Bunny Lake Is Missing joins Powerhouse's Indicator label with a Dual Format release. It's region-free and contains Blu-ray and DVD discs alongside a nifty booklet inside the case. The initial, limited edition run is for 3,000.

The transfer is sourced from a 4K restoration by Sony which utilized the original negative. It looks outstanding. The black and white images are full of life, sharpness and nearly perfect contrast. Witnessing something like the texture on Noël Coward's sweater really makes one appreciate the luxury of high definition. The 2.35:1 aspect ratio picture shows no signs of damage. Grain structure appears consistently intact and most pleasing to the eye.

Carol Lynley in Bunny Lake is Missing

Audio registers nicely via a new remaster. The LPCM English language mono track captures the Paul Glass score alongside crisp, clean dialogue without issue. Subtitles are provided in English for the hearing impaired. They are white in colour. There's also a separate isolated music option.

extra features

A healthy collection of supplements includes an audio commentary by "film historians" Nick Redman, Julie Kirgo, and screenwriter Lem Dobbs. This was sourced from the U.S. Twilight Time edition of the movie and recorded in 2014. It's a quality listen, with Kirgo and Dobbs doing most of the talking.
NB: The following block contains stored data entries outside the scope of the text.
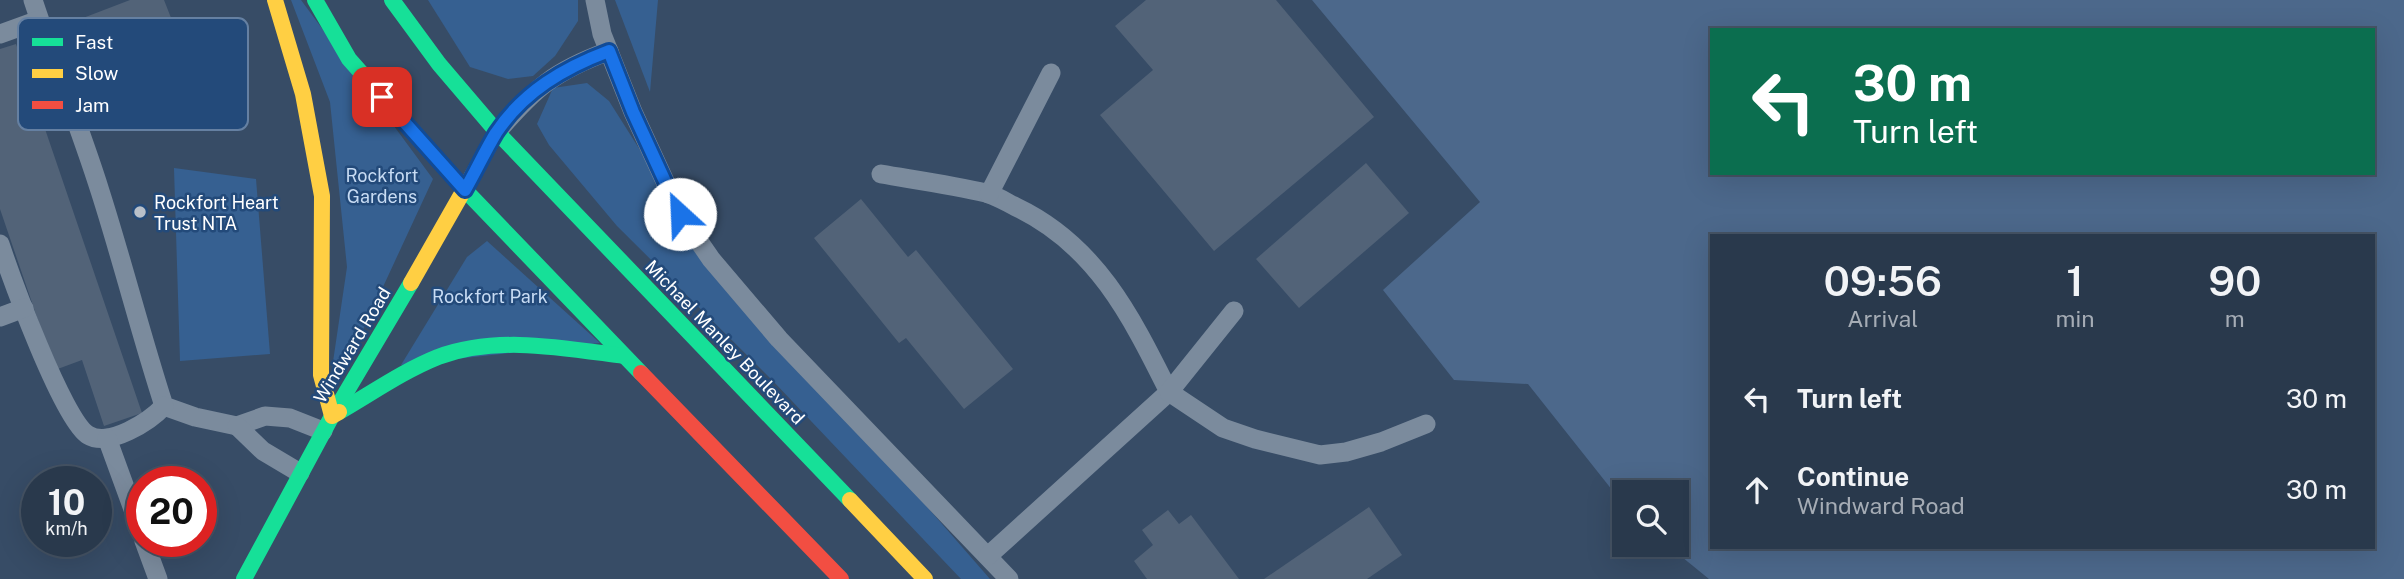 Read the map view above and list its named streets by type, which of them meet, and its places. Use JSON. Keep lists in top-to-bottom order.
{
  "streets": {
    "main road": ["Michael Manley Boulevard", "Windward Road"]
  },
  "crossings": [
    ["Michael Manley Boulevard", "Windward Road"]
  ],
  "parks": ["Rockfort Gardens", "Rockfort Park"],
  "places": ["Rockfort Heart Trust NTA"],
  "legend": ["Fast", "Slow", "Jam"],
  "page": {
    "turn": ["30 m", "Turn left"],
    "eta": [
      "09:56",
      "Arrival",
      "1",
      "min",
      "90",
      "m"
    ],
    "list": [
      {
        "name": "Turn left",
        "value": "30 m"
      },
      {
        "name": "Continue",
        "note": "Windward Road",
        "value": "30 m"
      }
    ],
    "speed": "10 km/h",
    "limit": "20"
  }
}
They rarely discuss exactly what's occurring onscreen but the track is wide-ranging and full of details, theories and light analysis. What's particularly encouraging is that both Kirgo and Dobbs seem knowledgeable about and have a genuine affection for this film. It's also strangely soothing to watch Preminger's images unfold absent the attached audio.
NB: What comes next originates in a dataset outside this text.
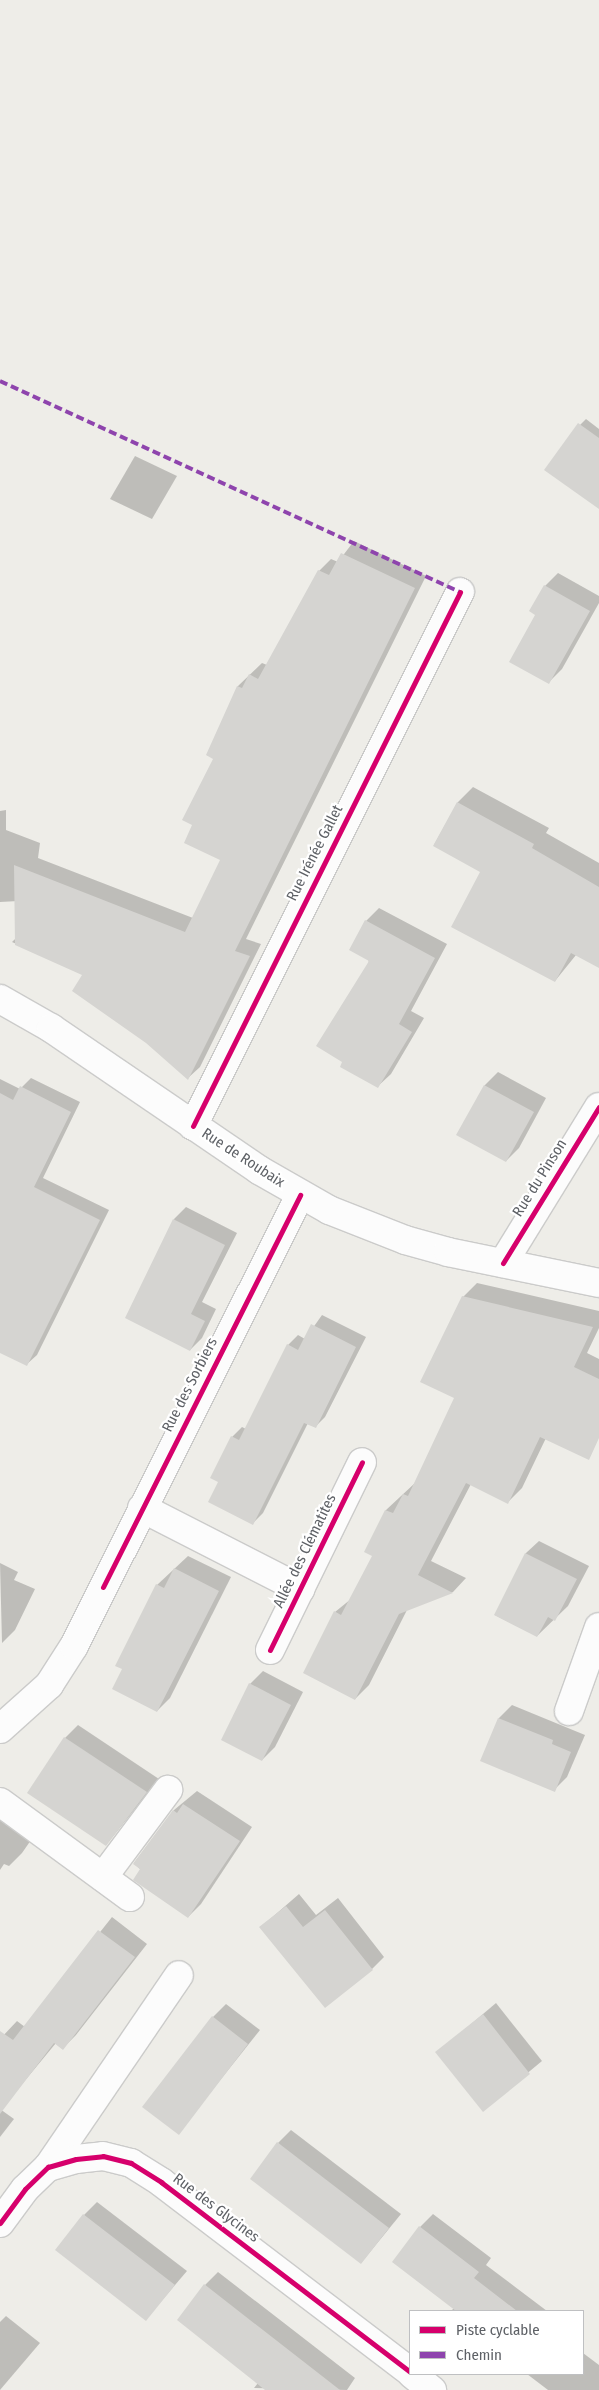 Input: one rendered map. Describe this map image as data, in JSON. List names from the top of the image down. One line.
{"streets":{"street":["Rue Irénée Gallet","Rue de Roubaix","Rue du Pinson","Rue des Sorbiers","Allée des Clématites","Rue des Glycines"]},"crossings":[["Rue Irénée Gallet","Rue de Roubaix"],["Rue de Roubaix","Rue du Pinson"],["Rue de Roubaix","Rue des Sorbiers"],["Rue des Sorbiers","Allée des Clématites"]],"legend":["Piste cyclable","Chemin"]} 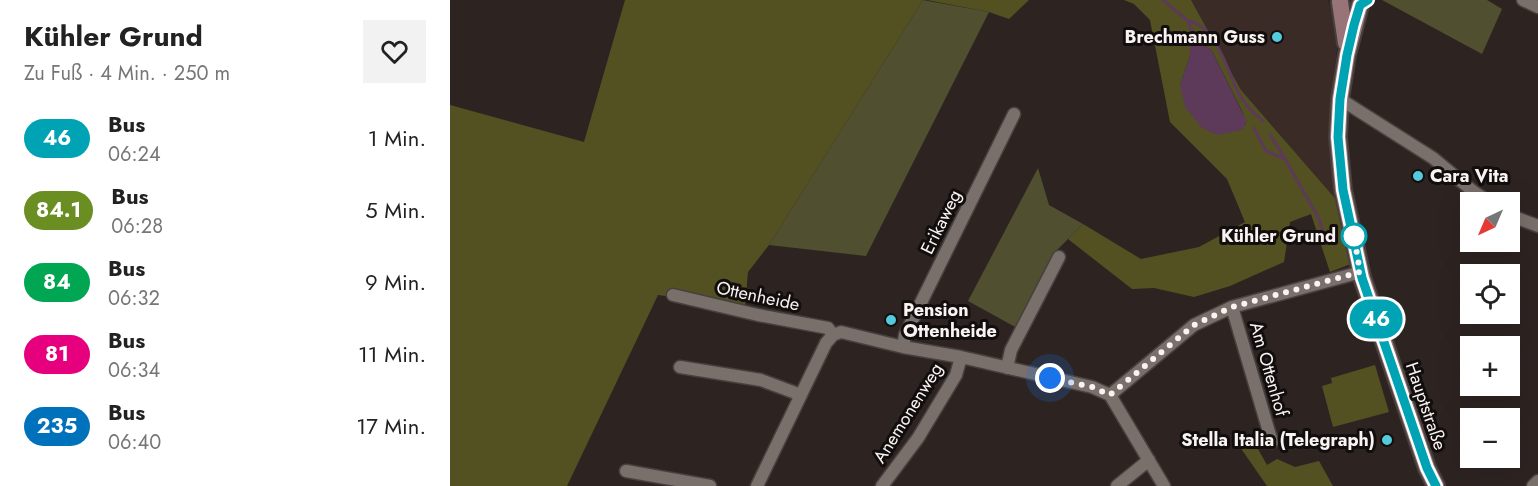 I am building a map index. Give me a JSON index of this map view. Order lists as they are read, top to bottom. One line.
{"streets":{"main road":["Hauptstraße"],"street":["Erikaweg","Ottenheide","Am Ottenhof","Anemonenweg"]},"crossings":[["Erikaweg","Ottenheide"],["Ottenheide","Am Ottenhof"],["Ottenheide","Anemonenweg"],["Am Ottenhof","Hauptstraße"]],"places":["Brechmann Guss","Cara Vita","Kühler Grund","Pension Ottenheide","Stella Italia (Telegraph)"],"lines":["bus line 46"],"north":"bottom left","page":{"heading":["Kühler Grund","Zu Fuß · 4 Min. · 250 m"],"on_map":"46","list":[{"mark":"46","name":"Bus","note":"06:24","value":"1 Min."},{"mark":"84.1","name":"Bus","note":"06:28","value":"5 Min."},{"mark":"84","name":"Bus","note":"06:32","value":"9 Min."},{"mark":"81","name":"Bus","note":"06:34","value":"11 Min."},{"mark":"235","name":"Bus","note":"06:40","value":"17 Min."}],"map_buttons":["+","−"]}}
A 2006 Interview with star Carol Lynley (26:59), newly edited by Robert Fischer for his Fiction Factory production company, features good anecdotes mixed in with a few personal remembrances on the production. She doesn't seem to have any animosity for Preminger, though she does note that Keir Dullea took the brunt of the director's verbal punishment on the set. (For the record, he's been quoted elsewhere as saying that "the experience was the most unpleasant" he ever had.)
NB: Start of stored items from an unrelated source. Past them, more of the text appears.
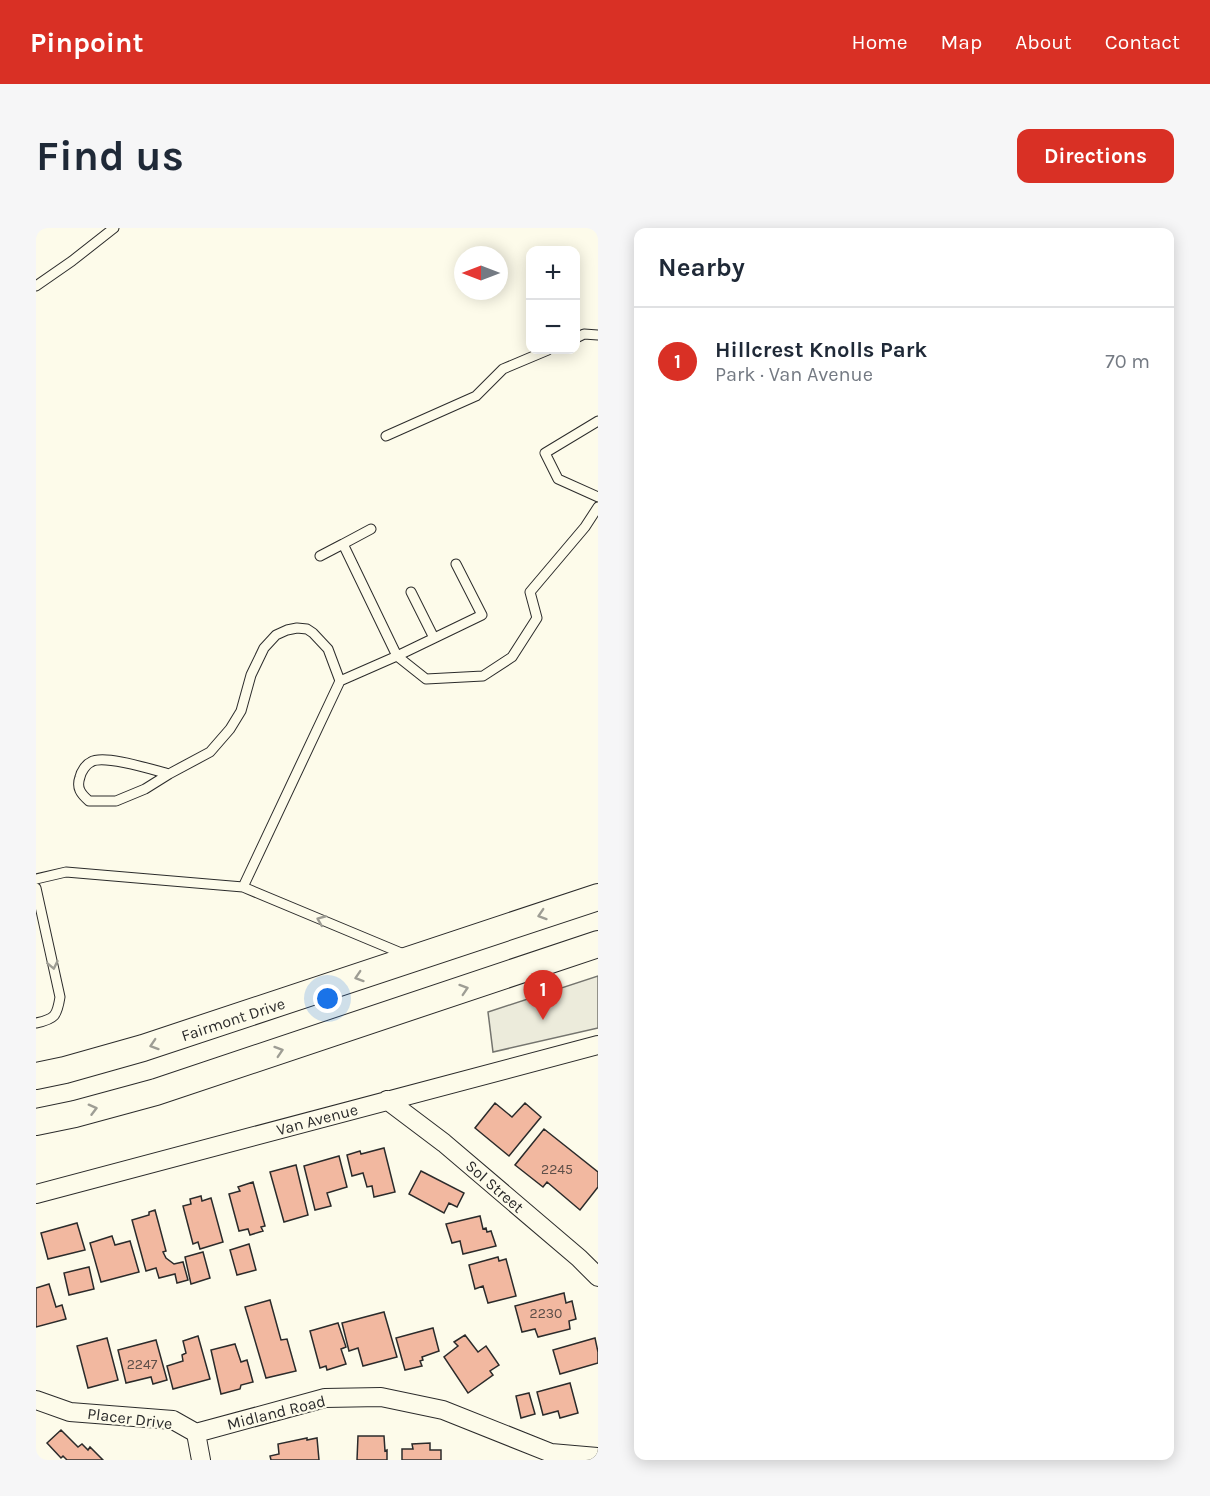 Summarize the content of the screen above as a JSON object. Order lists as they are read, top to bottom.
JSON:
{
  "streets": {
    "main road": ["Fairmont Drive"],
    "street": [
      "Van Avenue",
      "Sol Street",
      "Midland Road",
      "Placer Drive"
    ]
  },
  "crossings": [
    ["Van Avenue", "Sol Street"],
    ["Midland Road", "Placer Drive"]
  ],
  "house_numbers": ["2245", "2230", "2247"],
  "north": "left",
  "page": {
    "header": "Pinpoint",
    "nav": [
      "Home",
      "Map",
      "About",
      "Contact"
    ],
    "buttons": "Directions",
    "title": "Find us",
    "heading": "Nearby",
    "map_buttons": ["+", "−"],
    "list": [
      {
        "mark": "1",
        "name": "Hillcrest Knolls Park",
        "note": "Park · Van Avenue",
        "value": "70 m"
      }
    ],
    "pins": "1"
  }
}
Another sit down occurs with Clive Revill (13:31). This was recently filmed, also by Fiction Factory, and ranges from Revill's early days as a British stage actor to Broadway and then his role on Bunny Lake Is Missing.

Keir Dullea in Bunny Lake is Missing

Three separate Trailers are here. The first (3:25) is narrated by Preminger and also shows him on-camera to remind audiences not to arrive after the picture's started. The second (2:22) features British rock band The Zombies performing the tune from their song "Just Out of Reach" but substituting lyrics to make it "Come on Time" in a further effort to get audiences settled in to the cinema before the picture begins. The third (2:54) has a much more traditional approach.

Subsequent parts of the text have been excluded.